Checking the time, he wonders if she’s already in the air or if he could still i
ntercept her at the airport. Traveling on a commercial flight takes time to book, make it through security, board the plane, etc. He might just get lucky. The other option is to take no chances and just get there, possibly ahead of her.

Always decisive in crisis situations, Ian reaches into his pocket for his phone. “Jonas. Is the Gulfstream available this morning? Good. Call Scott and tell him I’m on my way and I need to get to L.A. If he’s not available to pilot, I’ll do it myself but ask him if he could at least file a flight plan for me. I need to get in the air ASAP. I’m on my way to the airfield right now. Thanks.”

Less than two hours later, Ian buckles his seat belt and leans back into the
buttery leather chair as the plane taxies down the runway. Fortunately, Scott was available to pilot the plane, allowing Ian to make calls and try to resolve some problems during the flight. Right now what’s eating away at him the most is the possibility that Lucien will get to Ella first. Would she succumb to his charms if she thought Ian was cheating on her?

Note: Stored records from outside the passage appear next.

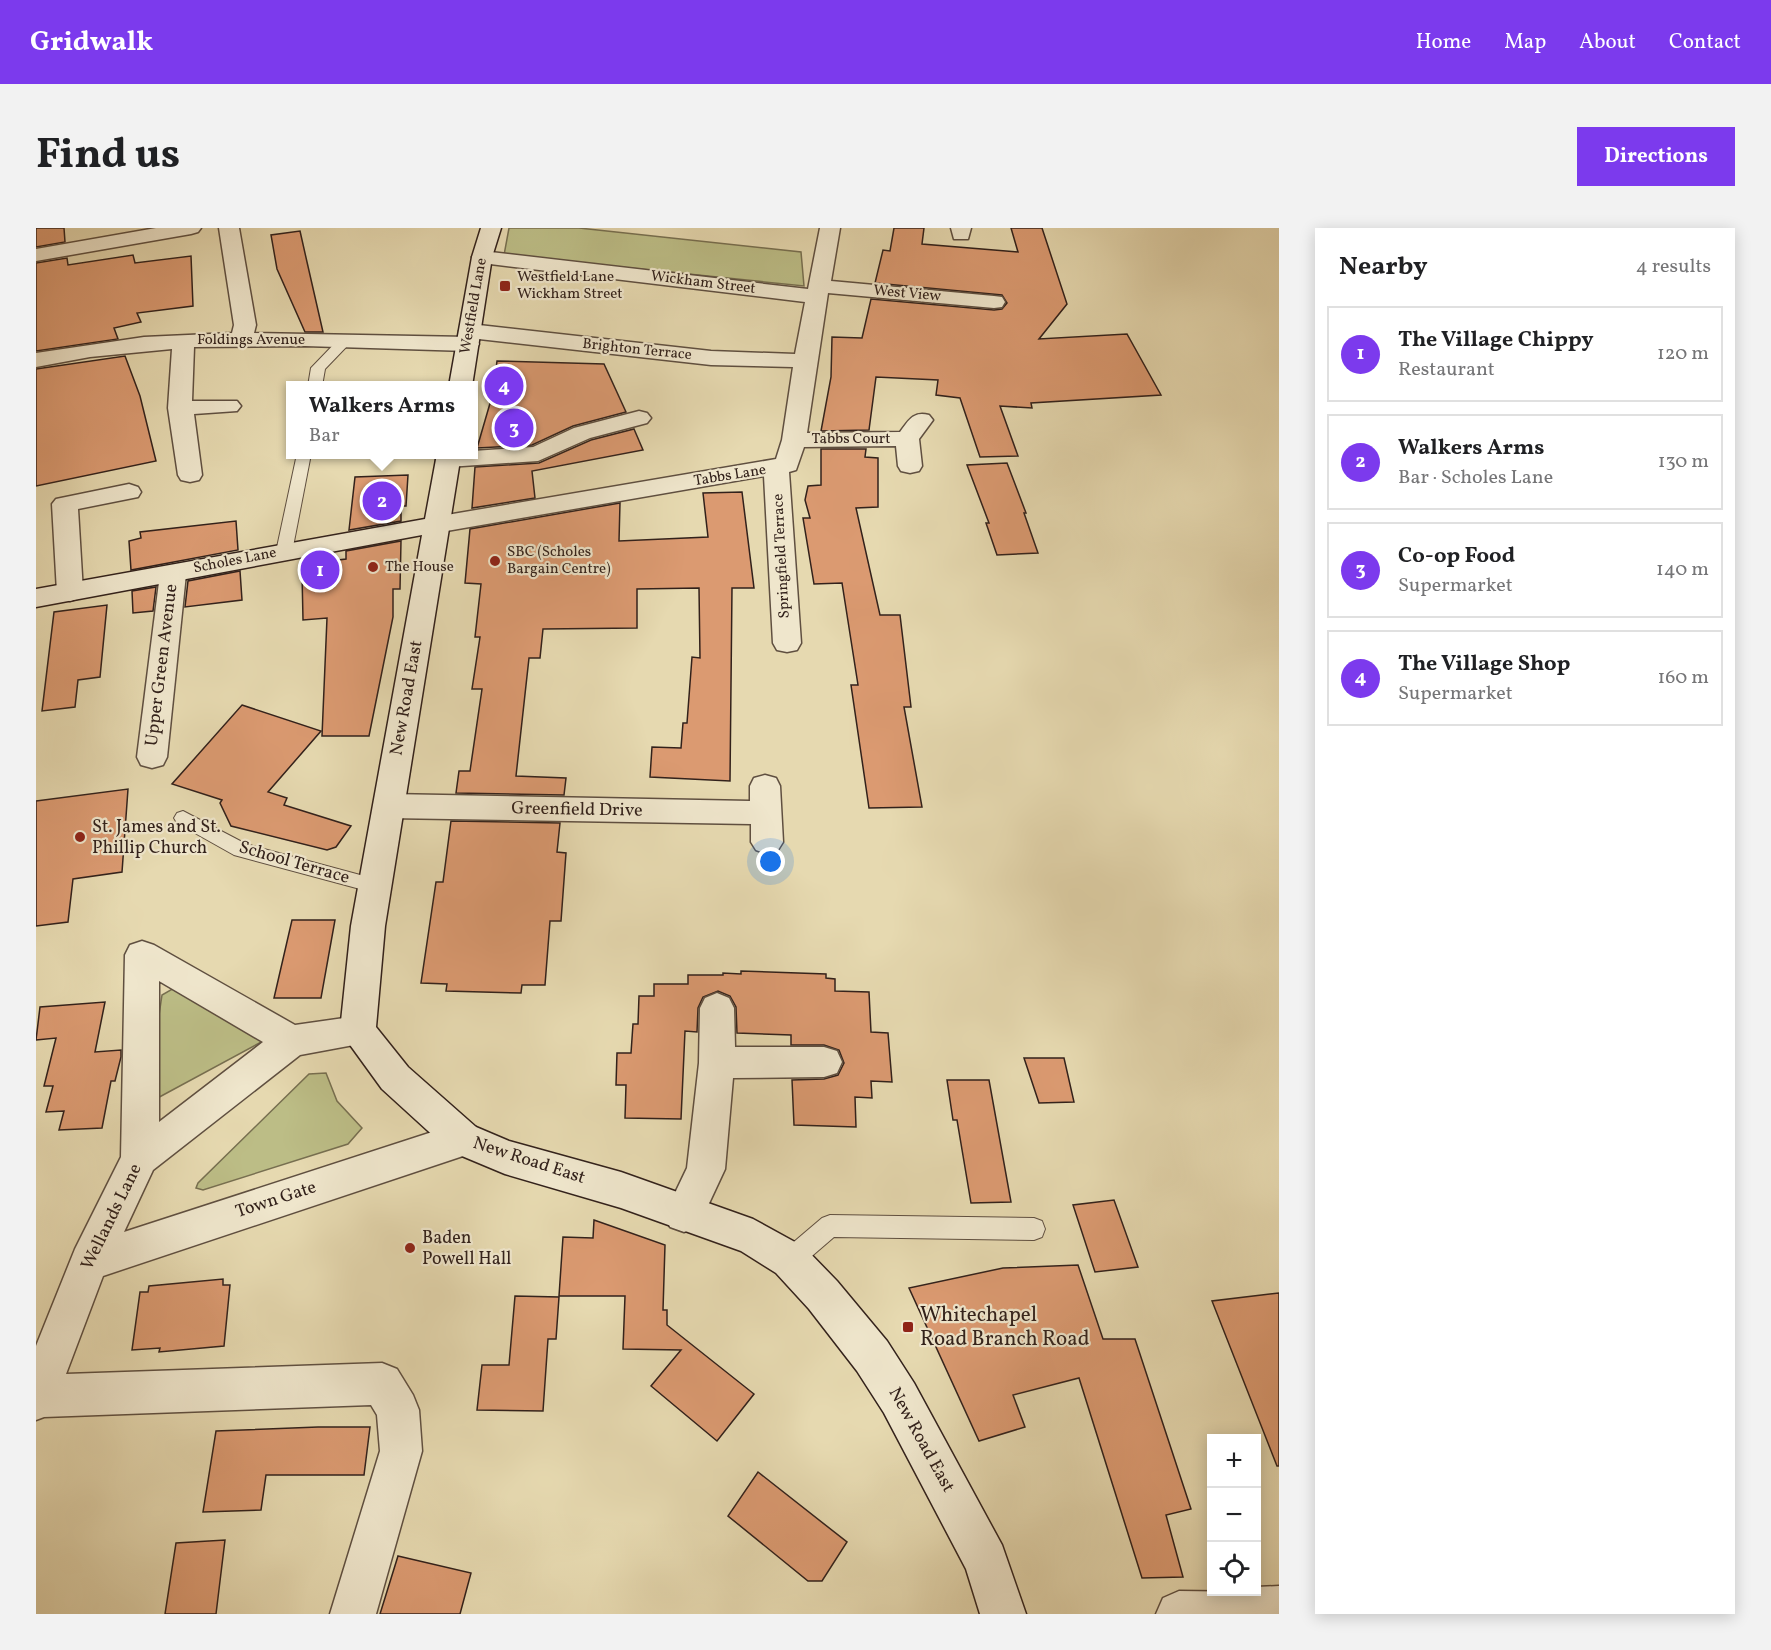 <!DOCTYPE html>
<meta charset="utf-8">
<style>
body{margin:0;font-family:Vollkorn,serif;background:#f2f2f2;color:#202124}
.controls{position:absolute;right:18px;bottom:18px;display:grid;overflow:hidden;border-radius:0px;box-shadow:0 3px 15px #0003}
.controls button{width:54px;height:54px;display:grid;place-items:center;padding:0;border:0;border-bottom:2px solid #e0e0e0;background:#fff;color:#202124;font:30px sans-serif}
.you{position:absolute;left:735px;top:634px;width:21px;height:21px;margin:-15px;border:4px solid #fff;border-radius:50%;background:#1a73e8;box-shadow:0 0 0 9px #1a73e833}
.badge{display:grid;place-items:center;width:39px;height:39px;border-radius:50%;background:#7c3aed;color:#fff;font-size:20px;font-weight:700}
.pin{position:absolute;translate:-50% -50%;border:3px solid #fff;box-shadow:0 2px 6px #0006}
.popup{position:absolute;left:250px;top:153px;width:192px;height:78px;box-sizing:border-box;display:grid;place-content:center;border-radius:0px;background:#fff;filter:drop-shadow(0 2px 4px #0005);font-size:20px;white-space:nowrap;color:#757577}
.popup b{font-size:22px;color:#202124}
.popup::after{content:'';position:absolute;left:50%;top:100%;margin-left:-12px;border:12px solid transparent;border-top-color:#fff}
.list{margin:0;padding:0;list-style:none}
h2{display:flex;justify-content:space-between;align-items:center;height:78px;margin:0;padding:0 24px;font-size:26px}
h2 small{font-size:20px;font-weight:400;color:#757577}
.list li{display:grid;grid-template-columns:39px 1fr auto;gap:18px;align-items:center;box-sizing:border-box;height:96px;margin:0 12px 12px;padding:0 12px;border:2px solid #e0e0e0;border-radius:0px}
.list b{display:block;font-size:22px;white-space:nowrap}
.list p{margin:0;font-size:20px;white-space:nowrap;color:#757577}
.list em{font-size:20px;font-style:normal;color:#757577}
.icon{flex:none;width:33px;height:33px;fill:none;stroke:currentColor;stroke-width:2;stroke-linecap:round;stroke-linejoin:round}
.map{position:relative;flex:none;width:1243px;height:1386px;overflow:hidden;border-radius:0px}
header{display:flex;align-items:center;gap:36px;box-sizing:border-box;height:84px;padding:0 30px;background:#7c3aed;color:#fff}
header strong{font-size:28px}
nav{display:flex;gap:33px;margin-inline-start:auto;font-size:21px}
.intro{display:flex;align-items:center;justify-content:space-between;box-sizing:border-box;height:144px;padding:0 36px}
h1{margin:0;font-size:42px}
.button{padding:15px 27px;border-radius:0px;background:#7c3aed;color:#fff;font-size:21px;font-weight:700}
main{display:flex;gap:36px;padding:0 36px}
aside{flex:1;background:#fff;border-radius:0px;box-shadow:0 3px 15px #0003}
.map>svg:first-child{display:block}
.green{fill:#bcbd86;stroke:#776f50;stroke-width:1.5}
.building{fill:#db9a71;stroke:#32211b;stroke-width:1.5}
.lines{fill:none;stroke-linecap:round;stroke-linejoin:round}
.service-casing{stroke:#5f4f40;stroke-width:2}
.minor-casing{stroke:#5f4f40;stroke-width:3}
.secondary-casing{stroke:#32211b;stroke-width:3}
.service{fill:#efe6cc;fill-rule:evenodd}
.minor{fill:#efe6cc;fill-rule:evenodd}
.secondary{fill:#efe6cc;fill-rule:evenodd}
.poi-dot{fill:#8f2418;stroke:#efe6cc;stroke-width:2}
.labels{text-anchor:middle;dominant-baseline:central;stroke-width:4.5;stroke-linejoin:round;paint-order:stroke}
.far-poi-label{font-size:15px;fill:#32211b;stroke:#efe6cc;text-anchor:start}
.far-street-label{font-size:15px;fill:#32211b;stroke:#efe6cc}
.street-label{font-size:18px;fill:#32211b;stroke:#efe6cc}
.poi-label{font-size:18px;fill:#32211b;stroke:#efe6cc;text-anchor:start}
.near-poi-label{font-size:21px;fill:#32211b;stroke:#efe6cc;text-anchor:start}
</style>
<header>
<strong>Gridwalk</strong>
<nav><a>Home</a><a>Map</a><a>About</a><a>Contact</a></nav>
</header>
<div class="intro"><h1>Find us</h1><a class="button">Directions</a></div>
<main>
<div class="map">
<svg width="1243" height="1386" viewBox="0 0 1243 1386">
<rect width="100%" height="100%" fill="#e6d9b0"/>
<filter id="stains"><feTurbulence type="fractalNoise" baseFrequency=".00333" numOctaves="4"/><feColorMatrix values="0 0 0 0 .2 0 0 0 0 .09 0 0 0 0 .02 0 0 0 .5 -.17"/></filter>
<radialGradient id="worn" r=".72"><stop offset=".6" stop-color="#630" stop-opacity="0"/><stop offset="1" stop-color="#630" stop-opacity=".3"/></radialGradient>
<g class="green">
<polygon points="473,0 543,0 765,24 768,58 468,27"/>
<polygon points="138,760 229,812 116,873 111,869 126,767"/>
<polygon points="290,845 301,873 326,900 312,916 167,962 160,960 162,955 273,846"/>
</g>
<g class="building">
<polygon points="0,0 28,0 29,14 0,19"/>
<polygon points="858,0 888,0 886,16 982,24 975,0 1006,0 1031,76 1003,111 1091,106 1125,167 995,175 996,180 964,178 982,228 944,229 924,170 900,167 902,152 840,149 833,202 785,203 795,149 796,109 826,110 835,71 958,82 966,81 971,75 966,67 839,55 847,22 854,23"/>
<polygon points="264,3 271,34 287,104 269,104 241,41 235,7"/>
<polygon points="97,27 99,35 155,28 157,78 101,85 105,94 78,100 82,111 0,123 0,35 31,30 32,37"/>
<polygon points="89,128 104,168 120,233 0,258 0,141"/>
<polygon points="461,133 568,136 590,184 537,198 496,217 441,220 457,165"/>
<polygon points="598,201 607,222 496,243 499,270 436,280 439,239 503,235 555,212"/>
<polygon points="785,221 830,221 829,229 842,230 842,279 820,280 844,387 864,387 875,479 868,479 886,579 833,580 815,457 822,457 806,355 778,356 767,290 774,290 769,272 772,258 785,257"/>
<polygon points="971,235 990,285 988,285 1002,325 961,327 950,295 953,295 931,237"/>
<polygon points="372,247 370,278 365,278 365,293 313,302 319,249"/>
<polygon points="706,264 718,360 696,360 694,553 614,549 616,519 645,520 647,495 651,495 656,429 664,430 663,360 601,361 601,400 507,401 504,430 493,430 480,548 530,550 528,567 420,565 423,543 434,543 446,461 436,461 444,409 439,409 445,356 429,355 434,301 584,275 583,313 672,309 667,265"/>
<polygon points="200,293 202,322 95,342 93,313 105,310 104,304"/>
<polygon points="365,313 364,361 357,361 357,389 333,508 286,508 291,390 267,392 266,345 272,344 270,336 310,331 310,323"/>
<polygon points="204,343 206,372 149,379 152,353"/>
<polygon points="120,359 117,383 97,385 96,363"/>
<polygon points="71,377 64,449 42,452 39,479 6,483 18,384"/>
<polygon points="206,477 285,503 232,564 251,570 248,577 315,598 300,619 291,622 195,598 184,575 186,572 136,556"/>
<polygon points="92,561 86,644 37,651 32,694 0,698 0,573"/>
<polygon points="415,593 524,595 521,624 530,625 525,693 514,693 509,757 486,757 485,765 410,763 411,756 385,755 400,654 407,654"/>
<polygon points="256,692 299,692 285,770 238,770"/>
<polygon points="705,743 790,746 790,750 799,751 799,763 833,764 835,804 852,805 856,854 835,853 836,870 819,869 820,899 758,897 756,852 788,851 802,847 808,835 803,822 788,817 755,817 755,807 701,805 700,779 694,768 682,763 667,769 662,780 661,804 649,803 645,891 589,890 590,857 580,857 581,825 595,825 597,796 602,796 603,768 618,768 618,756 652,756 652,747 687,747 687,745 705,746"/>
<polygon points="69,774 59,824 85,822 85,829 79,853 75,853 66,900 23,902 28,883 10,884 17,858 8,858 20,810 0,812 4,779"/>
<polygon points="988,830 1028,830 1038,874 1003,875"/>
<polygon points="911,852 953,852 975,974 935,975 921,892 917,892"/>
<polygon points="1078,972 1102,1039 1059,1044 1037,977"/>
<polygon points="558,992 629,1017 627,1082 631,1082 631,1097 718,1166 681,1213 615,1158 645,1122 587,1121 589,1068 523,1068 527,1009 557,1010"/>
<polygon points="1042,1037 1067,1111 1099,1111 1155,1281 1130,1287 1147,1349 1106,1350 1043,1150 977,1167 989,1199 943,1213 873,1060 967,1040"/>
<polygon points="187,1051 187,1057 194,1057 188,1118 123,1124 124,1120 96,1122 104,1064 112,1064 113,1058"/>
<polygon points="1243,1065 1243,1238 1241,1238 1176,1073"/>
<polygon points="479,1068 523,1069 520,1111 512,1111 507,1183 441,1182 446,1137 473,1137"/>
<polygon points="282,1199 334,1199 328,1247 230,1247 225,1282 167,1284 180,1203"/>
<polygon points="722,1244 811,1314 786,1353 772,1353 692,1288"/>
<polygon points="189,1312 180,1386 129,1386 140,1315"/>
<polygon points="362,1328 435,1345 424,1386 344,1386"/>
</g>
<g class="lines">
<g class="service-casing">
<g id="service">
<polygon points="308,110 315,114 289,141 286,158 272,158 275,140 303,111"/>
<polygon points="261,226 275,226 256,324 248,329 240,324"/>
<polygon points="147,583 210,616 339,651 346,653 349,658 346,663 339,665 198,627 141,595 138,590 141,585"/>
<polygon points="794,987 998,990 1006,993 1009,1001 1006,1009 998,1012 798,1009 762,1040 754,1043 746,1040 742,1032 746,1024 786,990"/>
</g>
</g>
<g class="minor-casing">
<g id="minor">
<polygon points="120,0 165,0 162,4 155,6 0,33 0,21"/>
<polygon points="183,0 203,0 220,97 218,105 432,109 440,111 443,116 440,121 432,123 269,118 158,119 156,173 201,173 205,178 201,183 158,186 166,247 163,252 154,254 145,252 142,247 132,180 136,121 54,129 0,139 0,125 108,109 196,105 198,97"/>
<path d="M784,0H804L795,53L958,68L966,69L969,74L966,79L958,80L792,65L771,205L864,204C873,192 877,183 893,187L897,192L883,211L886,238L883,243L874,245L865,243L862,238L860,218L768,219L760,242L753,244L765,415L761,422L751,424L741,422L737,415L728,248L399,305L390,303L386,297L390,291L399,289L740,231L746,212L757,139L675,137L434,110L426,108L423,103L426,98L434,96L675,123L759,126L769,74L446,35L439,33L436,29L439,25L446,23L772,61Z"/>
<polygon points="915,0 935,0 932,11 918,11"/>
<polygon points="603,183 611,185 615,190 611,195 554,210 502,233 412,239 403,237 400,232 405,226 437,226 437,223 497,219 538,200"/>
<polygon points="93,256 102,259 105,264 102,269 42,281 47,364 43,370 34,373 25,370 21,364 16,276 20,271"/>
<polygon points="137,338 146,340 150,346 131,529 127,537 116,540 105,537 101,529 124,346 128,340"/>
<polygon points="729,547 740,550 744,558 747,614 742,622 731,626 720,622 715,614 715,596 353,590 342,586 338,578 342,570 353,566 714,573 714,558 718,550"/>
<path d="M106,713L118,717L259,797L322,788L334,792L340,803L334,814L264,827L117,942L88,1004L427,894L440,899L446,911L440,923L427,928L67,1048L30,1146L346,1135L361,1141L377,1167L383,1182L386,1223L340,1386H294L344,1223L341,1187L335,1177L8,1189L0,1192V1118L39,1021L85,929L89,727L94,717ZM123,753L227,814L123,894Z"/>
<polygon points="681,765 693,770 698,780 699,819 788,819 801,823 806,834 801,845 788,849 697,850 689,941 662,999 648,1004 634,999 629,986 651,940 663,835 664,780 669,770"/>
<polygon points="1243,1358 1243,1386 1120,1386 1127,1370 1143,1363 1220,1364 1220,1359"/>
</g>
</g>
<g class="secondary-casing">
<g id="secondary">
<polygon points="445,0 465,0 456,29 436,158 413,158 436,29"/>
<polygon points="401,226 425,226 349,698 340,799 372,839 440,899 473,913 585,944 717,991 768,1019 801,1053 851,1113 878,1155 966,1317 990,1386 944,1386 930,1341 848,1185 821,1143 773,1081 740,1045 705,1023 585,980 469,946 414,923 346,861 304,803 315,698 386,307 0,379 0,361 389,291"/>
</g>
</g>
<use href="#service" class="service"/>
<use href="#minor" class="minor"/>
<use href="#secondary" class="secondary"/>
</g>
<g class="poi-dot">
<rect x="463" y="52" width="12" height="12" rx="3"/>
<circle cx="459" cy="333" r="6"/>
<circle cx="337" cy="339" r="6"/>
<circle cx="44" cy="609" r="6"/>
<circle cx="374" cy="1020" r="6"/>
<rect x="866" y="1093" width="12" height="12" rx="3"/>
</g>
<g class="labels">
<g class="far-poi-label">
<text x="481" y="49">Westfield Lane<tspan x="481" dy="17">Wickham Street</tspan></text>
<text x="471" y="324">SBC (Scholes<tspan x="471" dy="17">Bargain Centre)</tspan></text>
<text x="349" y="339">The House</text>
</g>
<g class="far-street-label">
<text transform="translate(667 55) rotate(7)">Wickham Street</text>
<text transform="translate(871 66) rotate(5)">West View</text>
<text transform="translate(438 78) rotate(-80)">Westfield Lane</text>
<text x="215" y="112">Foldings Avenue</text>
<text transform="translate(601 122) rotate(6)">Brighton Terrace</text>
<text x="815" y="211">Tabbs Court</text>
<text transform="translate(694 248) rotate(-9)">Tabbs Lane</text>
<text transform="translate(746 328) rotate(-93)">Springfield Terrace</text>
<text transform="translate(199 333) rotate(-11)">Scholes Lane</text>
</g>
<g class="street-label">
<text transform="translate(126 437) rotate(-83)">Upper Green Avenue</text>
<text transform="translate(371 470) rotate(-80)">New Road East</text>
<text transform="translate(541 582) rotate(1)">Greenfield Drive</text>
<text transform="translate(258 635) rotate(16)">School Terrace</text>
<text transform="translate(493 933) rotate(18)">New Road East</text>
<text transform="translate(240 972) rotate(-18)">Town Gate</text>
<text transform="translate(76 989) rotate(-64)">Wellands Lane</text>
<text transform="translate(885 1212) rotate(61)">New Road East</text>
</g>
<g class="poi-label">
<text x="56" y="599">St. James and St.<tspan x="56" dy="21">Phillip Church</tspan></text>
<text x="386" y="1010">Baden<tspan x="386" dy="21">Powell Hall</tspan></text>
</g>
<g class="near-poi-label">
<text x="884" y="1087">Whitechapel<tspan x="884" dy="24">Road Branch Road</tspan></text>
</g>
</g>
<rect width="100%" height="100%" filter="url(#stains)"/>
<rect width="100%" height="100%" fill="url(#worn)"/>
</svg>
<div class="controls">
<button>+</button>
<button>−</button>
<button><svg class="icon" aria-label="locate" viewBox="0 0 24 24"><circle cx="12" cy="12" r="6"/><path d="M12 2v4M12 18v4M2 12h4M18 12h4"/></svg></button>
</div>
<div class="you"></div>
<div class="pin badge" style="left:284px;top:342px">1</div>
<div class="pin badge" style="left:346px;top:273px">2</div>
<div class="popup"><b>Walkers Arms</b>Bar</div>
<div class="pin badge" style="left:478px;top:200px">3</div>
<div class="pin badge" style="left:468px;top:158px">4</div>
</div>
<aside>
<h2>Nearby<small>4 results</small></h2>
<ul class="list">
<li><span class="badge">1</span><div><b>The Village Chippy</b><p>Restaurant</p></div><em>120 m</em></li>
<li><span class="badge">2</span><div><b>Walkers Arms</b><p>Bar · Scholes Lane</p></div><em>130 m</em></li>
<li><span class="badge">3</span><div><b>Co-op Food</b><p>Supermarket</p></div><em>140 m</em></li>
<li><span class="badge">4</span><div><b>The Village Shop</b><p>Supermarket</p></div><em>160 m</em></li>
</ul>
</aside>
</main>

Either Alexis somehow got to Ella or Ella walked into the bedroom and saw the psycho in bed with him. Knowing Ella, rather than confronting him then and there, she would run. That’s her MO. He’s trying, with monumental effort, not to be angry with Ella for rushing to judgment—after all, what other conclusion could she have drawn? He hadn’t yet told her about the woman stalking him. Besides, how many women would want to have a scene with her lover while he was in bed with a naked woman? Rather intimidating, he’d think.

His phone chimes. “What’s going on, Jarvis?”

“Mr. Blackmon. Alexis Martinez was arrested and booked but was released on her own recognizance. As your head of security, they permitted me to press charges against her for stalking, as well as breaking and entering, but the bail assigned was paltry and she made it within a half hour. I went back to your houseboat and secured it.”

“Good. Do we know how she got in?”

“Not yet. The lock on the door wasn’t jimmied—in fact, a lock like that is virtually jimmy-proof. It looks like she had a key, believe it or not. We also found a bag of take-out coffee and croissants in the kitchen. Did you put it there?”

He closes his eyes in frustration. “No, I didn’t… but I don’t think it was Alexis who did, either. I think it was my girlfriend who apparently came over unexpectedly. Now at least I know why she left town.”

“I’m sorry, sir. We have someone on Martinez now. She won’t pull a stunt like this one again.”

“I’ll hold you to that promise, Jarvis. I want this matter dealt with expeditiously—and harshly. I suspect the woman is working for someone… might even be corporate espionage at play here.”